For me, the biggest surprise of the year was my discovery of Bruce Momjian's Webinars (then turned into screencasts/movies) about PostgreSQL. If you work with PostgreSQL, I'm sure you'll get something out of these excellent, carefully written and clearly explained seminars. Momjian works for EnterpriseDB, a PostgreSQL consulting and support company. His screencasts are available free of charge from enterprisedb.com.
I don't spend all of my time reading about computers, although it might seem that way to anyone who sees the stacks of books in my home office. In this space, I mention a few of my favorite non-programming books from the past year, although you'll see that there's still a technical bent to most of them.
Perhaps the most computer-related book in this section is Coders at Work by Peter Siebel, published by Apress. If you read and enjoyed Founders at Work, in which the author interviews the founders of many startups, you likely will enjoy Coders at Work, which interviews many impressive and famous programmers. It's always interesting to hear what some of these programmers have to say and learn from the insights they have gained during their years of software development.

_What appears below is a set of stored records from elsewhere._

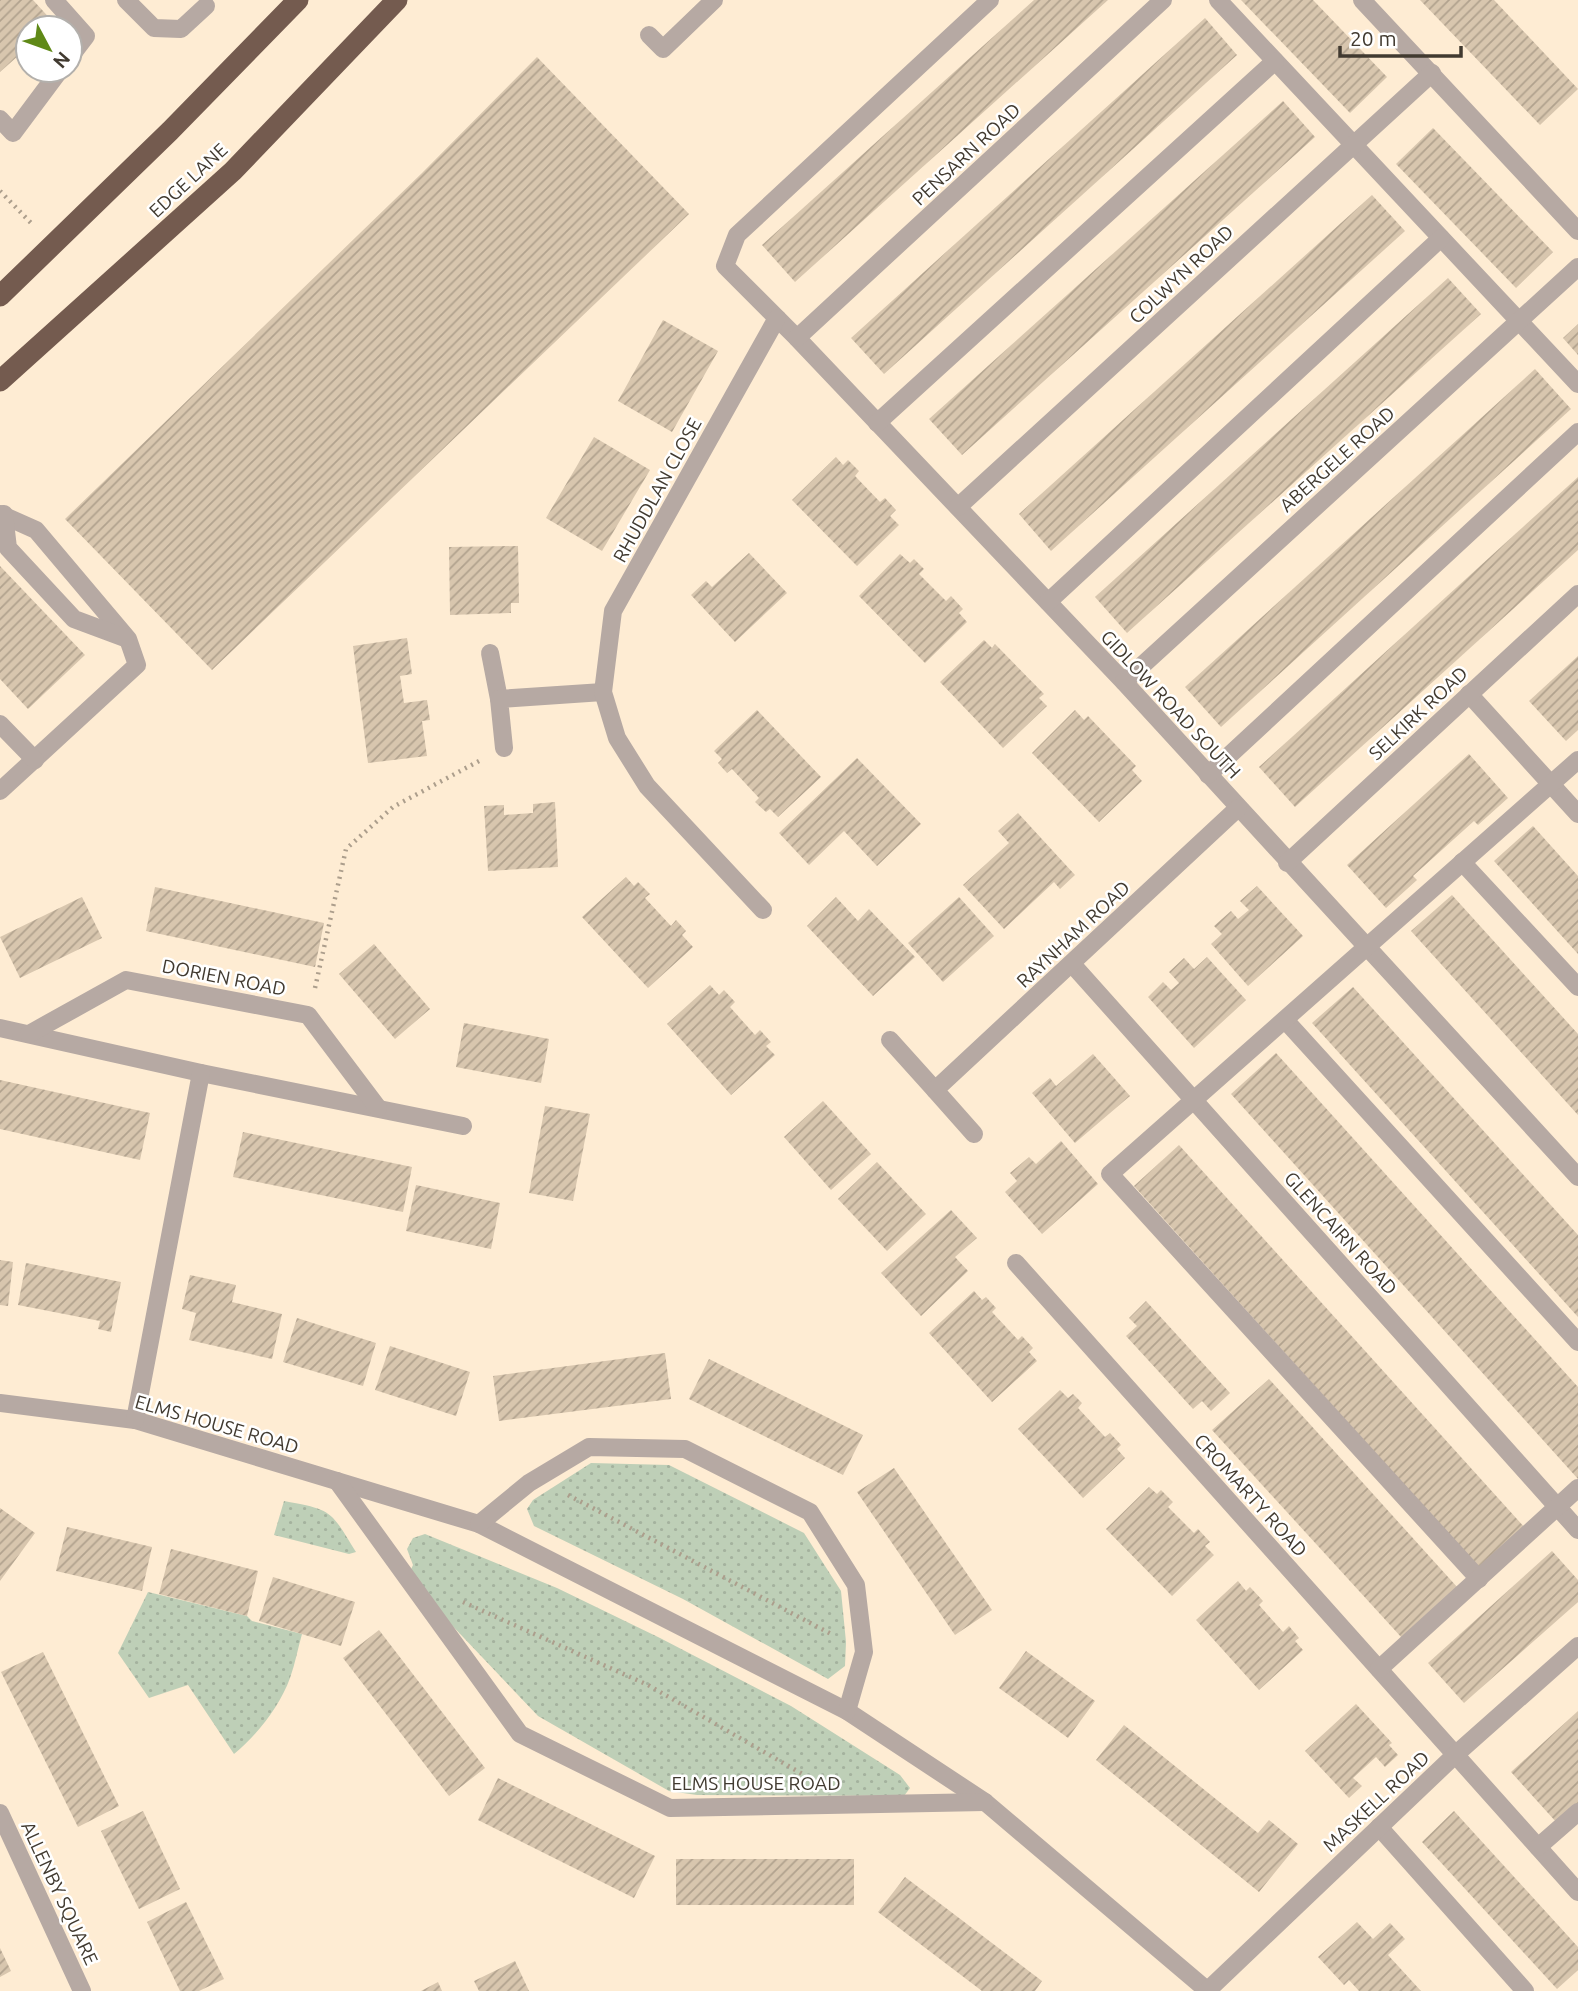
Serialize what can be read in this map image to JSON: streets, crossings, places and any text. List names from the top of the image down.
{
  "streets": {
    "highway": ["EDGE LANE"],
    "street": [
      "PENSARN ROAD",
      "COLWYN ROAD",
      "ABERGELE ROAD",
      "RHUDDLAN CLOSE",
      "GIDLOW ROAD SOUTH",
      "SELKIRK ROAD",
      "RAYNHAM ROAD",
      "DORIEN ROAD",
      "GLENCAIRN ROAD",
      "ELMS HOUSE ROAD",
      "CROMARTY ROAD",
      "MASKELL ROAD",
      "ALLENBY SQUARE"
    ]
  },
  "crossings": [
    ["PENSARN ROAD", "GIDLOW ROAD SOUTH"],
    ["COLWYN ROAD", "GIDLOW ROAD SOUTH"],
    ["ABERGELE ROAD", "GIDLOW ROAD SOUTH"],
    ["RHUDDLAN CLOSE", "GIDLOW ROAD SOUTH"],
    ["GIDLOW ROAD SOUTH", "SELKIRK ROAD"],
    ["GIDLOW ROAD SOUTH", "RAYNHAM ROAD"],
    ["RAYNHAM ROAD", "GLENCAIRN ROAD"],
    ["ELMS HOUSE ROAD", "MASKELL ROAD"],
    ["CROMARTY ROAD", "MASKELL ROAD"]
  ],
  "scale_bar": "20 m",
  "north": "bottom right"
}
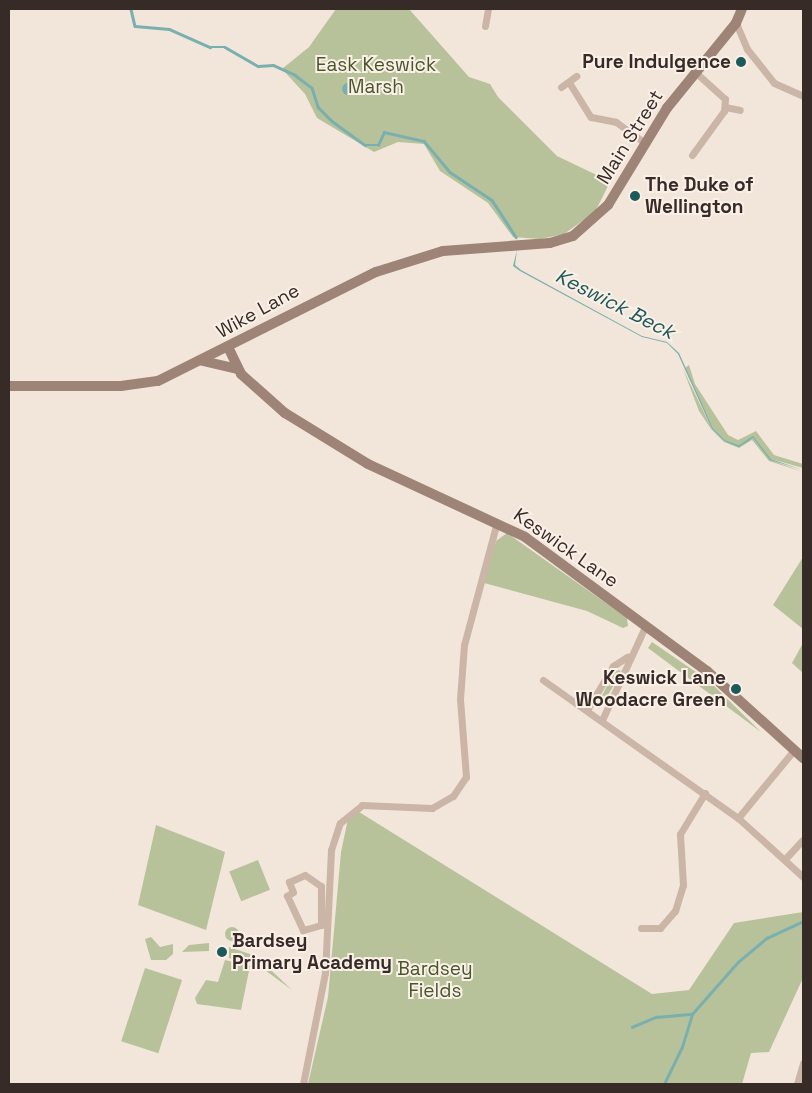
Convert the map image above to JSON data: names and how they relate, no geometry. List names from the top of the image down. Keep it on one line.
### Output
{"streets":{"street":["Main Street","Wike Lane","Keswick Lane"]},"crossings":[["Main Street","Wike Lane"],["Wike Lane","Keswick Lane"]],"water":["Keswick Beck"],"parks":["Eask Keswick Marsh","Bardsey Fields"],"places":["Pure Indulgence","The Duke of Wellington","Keswick Lane Woodacre Green","Bardsey Primary Academy"]}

Everyone in my family (including my children) really enjoys cooking. I often have said that one of my reasons for cooking is that it lets me perform science experiments with edible results. For this reason, one of the most important books in our house (often referred to as “The Book”) is the 2nd edition of Harold McGee's On Food and Cooking, a seemingly endless collection of history, facts and interesting tidbits about the science of food and cooking. Well, if McGee's book provides the science, a new book published by O'Reilly, Cooking for Geeks, provides the engineering, offering practical advice, recipes, interviews with cooks and a wealth of techniques you can use right away. (I've already stopped peeling garlic before putting it into the press. Who knew?) If you enjoy cooking, or just want to get into it, I strongly recommend this book.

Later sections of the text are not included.